■ WORK TASK ■
In your answer, copy every entry that follows exactly.

SUPPLIED MATERIAL section start

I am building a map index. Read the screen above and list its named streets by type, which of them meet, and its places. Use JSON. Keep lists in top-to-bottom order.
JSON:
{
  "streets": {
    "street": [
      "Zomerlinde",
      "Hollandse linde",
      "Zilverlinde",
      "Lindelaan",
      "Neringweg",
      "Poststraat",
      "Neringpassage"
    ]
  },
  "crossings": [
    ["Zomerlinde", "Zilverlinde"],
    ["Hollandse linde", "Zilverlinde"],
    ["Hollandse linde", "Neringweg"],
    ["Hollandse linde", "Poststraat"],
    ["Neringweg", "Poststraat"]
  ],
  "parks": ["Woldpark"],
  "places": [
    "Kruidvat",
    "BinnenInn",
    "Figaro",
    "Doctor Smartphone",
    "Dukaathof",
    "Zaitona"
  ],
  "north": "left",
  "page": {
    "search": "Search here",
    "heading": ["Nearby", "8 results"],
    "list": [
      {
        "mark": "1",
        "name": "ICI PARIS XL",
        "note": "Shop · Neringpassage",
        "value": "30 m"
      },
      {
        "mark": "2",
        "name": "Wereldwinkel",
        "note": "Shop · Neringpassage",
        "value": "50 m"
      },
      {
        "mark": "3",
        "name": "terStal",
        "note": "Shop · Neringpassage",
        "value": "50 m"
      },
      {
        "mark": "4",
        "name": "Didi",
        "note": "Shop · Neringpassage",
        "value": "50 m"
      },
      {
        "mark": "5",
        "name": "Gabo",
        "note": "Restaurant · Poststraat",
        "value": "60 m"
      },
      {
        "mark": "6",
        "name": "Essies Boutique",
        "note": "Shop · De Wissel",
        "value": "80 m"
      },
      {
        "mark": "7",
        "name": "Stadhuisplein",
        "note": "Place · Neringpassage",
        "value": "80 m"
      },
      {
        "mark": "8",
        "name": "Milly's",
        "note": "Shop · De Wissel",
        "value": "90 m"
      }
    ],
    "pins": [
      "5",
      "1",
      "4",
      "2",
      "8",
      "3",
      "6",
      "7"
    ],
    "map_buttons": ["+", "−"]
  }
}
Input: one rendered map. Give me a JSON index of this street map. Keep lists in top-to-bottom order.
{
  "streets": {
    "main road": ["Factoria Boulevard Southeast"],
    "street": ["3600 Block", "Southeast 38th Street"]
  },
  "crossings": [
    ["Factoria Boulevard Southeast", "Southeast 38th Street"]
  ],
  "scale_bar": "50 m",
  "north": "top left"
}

SUPPLIED MATERIAL section end

■ ANSWER TO THIS PROBLEM ■
I am building a map index. Read the screen above and list its named streets by type, which of them meet, and its places. Use JSON. Keep lists in top-to-bottom order.
JSON:
{
  "streets": {
    "street": [
      "Zomerlinde",
      "Hollandse linde",
      "Zilverlinde",
      "Lindelaan",
      "Neringweg",
      "Poststraat",
      "Neringpassage"
    ]
  },
  "crossings": [
    ["Zomerlinde", "Zilverlinde"],
    ["Hollandse linde", "Zilverlinde"],
    ["Hollandse linde", "Neringweg"],
    ["Hollandse linde", "Poststraat"],
    ["Neringweg", "Poststraat"]
  ],
  "parks": ["Woldpark"],
  "places": [
    "Kruidvat",
    "BinnenInn",
    "Figaro",
    "Doctor Smartphone",
    "Dukaathof",
    "Zaitona"
  ],
  "north": "left",
  "page": {
    "search": "Search here",
    "heading": ["Nearby", "8 results"],
    "list": [
      {
        "mark": "1",
        "name": "ICI PARIS XL",
        "note": "Shop · Neringpassage",
        "value": "30 m"
      },
      {
        "mark": "2",
        "name": "Wereldwinkel",
        "note": "Shop · Neringpassage",
        "value": "50 m"
      },
      {
        "mark": "3",
        "name": "terStal",
        "note": "Shop · Neringpassage",
        "value": "50 m"
      },
      {
        "mark": "4",
        "name": "Didi",
        "note": "Shop · Neringpassage",
        "value": "50 m"
      },
      {
        "mark": "5",
        "name": "Gabo",
        "note": "Restaurant · Poststraat",
        "value": "60 m"
      },
      {
        "mark": "6",
        "name": "Essies Boutique",
        "note": "Shop · De Wissel",
        "value": "80 m"
      },
      {
        "mark": "7",
        "name": "Stadhuisplein",
        "note": "Place · Neringpassage",
        "value": "80 m"
      },
      {
        "mark": "8",
        "name": "Milly's",
        "note": "Shop · De Wissel",
        "value": "90 m"
      }
    ],
    "pins": [
      "5",
      "1",
      "4",
      "2",
      "8",
      "3",
      "6",
      "7"
    ],
    "map_buttons": ["+", "−"]
  }
}
Input: one rendered map. Give me a JSON index of this street map. Keep lists in top-to-bottom order.
{
  "streets": {
    "main road": ["Factoria Boulevard Southeast"],
    "street": ["3600 Block", "Southeast 38th Street"]
  },
  "crossings": [
    ["Factoria Boulevard Southeast", "Southeast 38th Street"]
  ],
  "scale_bar": "50 m",
  "north": "top left"
}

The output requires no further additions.